■ TASK GOAL ■
Pictures are to be left out, and every entry repeated exactly.

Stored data
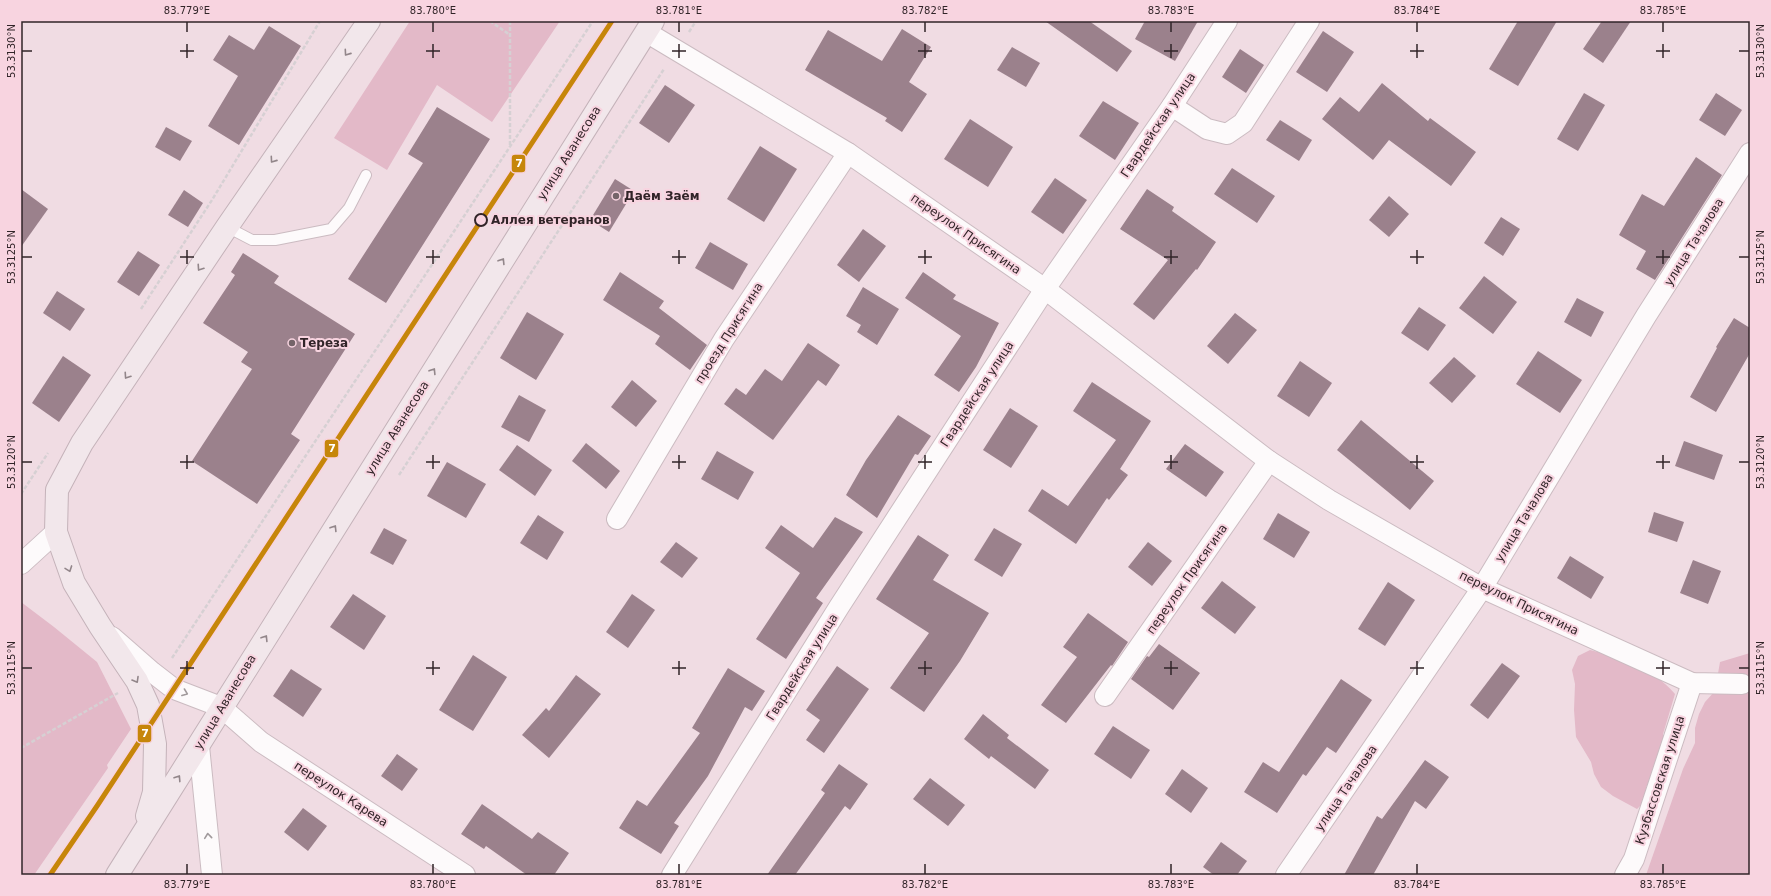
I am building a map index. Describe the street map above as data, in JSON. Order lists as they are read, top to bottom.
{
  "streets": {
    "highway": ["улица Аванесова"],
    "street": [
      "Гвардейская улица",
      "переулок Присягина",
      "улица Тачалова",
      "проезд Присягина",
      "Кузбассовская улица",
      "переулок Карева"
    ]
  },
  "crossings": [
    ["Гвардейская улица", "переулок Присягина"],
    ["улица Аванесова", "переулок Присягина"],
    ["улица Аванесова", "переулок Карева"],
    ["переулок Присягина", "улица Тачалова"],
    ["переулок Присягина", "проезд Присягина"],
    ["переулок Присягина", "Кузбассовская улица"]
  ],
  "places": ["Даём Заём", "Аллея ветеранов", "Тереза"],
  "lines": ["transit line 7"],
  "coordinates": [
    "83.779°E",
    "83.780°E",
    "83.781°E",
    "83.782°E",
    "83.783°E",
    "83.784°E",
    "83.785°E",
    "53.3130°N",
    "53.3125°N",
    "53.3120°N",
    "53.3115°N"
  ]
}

■ ANSWER ■
I am building a map index. Describe the street map above as data, in JSON. Order lists as they are read, top to bottom.
{
  "streets": {
    "highway": ["улица Аванесова"],
    "street": [
      "Гвардейская улица",
      "переулок Присягина",
      "улица Тачалова",
      "проезд Присягина",
      "Кузбассовская улица",
      "переулок Карева"
    ]
  },
  "crossings": [
    ["Гвардейская улица", "переулок Присягина"],
    ["улица Аванесова", "переулок Присягина"],
    ["улица Аванесова", "переулок Карева"],
    ["переулок Присягина", "улица Тачалова"],
    ["переулок Присягина", "проезд Присягина"],
    ["переулок Присягина", "Кузбассовская улица"]
  ],
  "places": ["Даём Заём", "Аллея ветеранов", "Тереза"],
  "lines": ["transit line 7"],
  "coordinates": [
    "83.779°E",
    "83.780°E",
    "83.781°E",
    "83.782°E",
    "83.783°E",
    "83.784°E",
    "83.785°E",
    "53.3130°N",
    "53.3125°N",
    "53.3120°N",
    "53.3115°N"
  ]
}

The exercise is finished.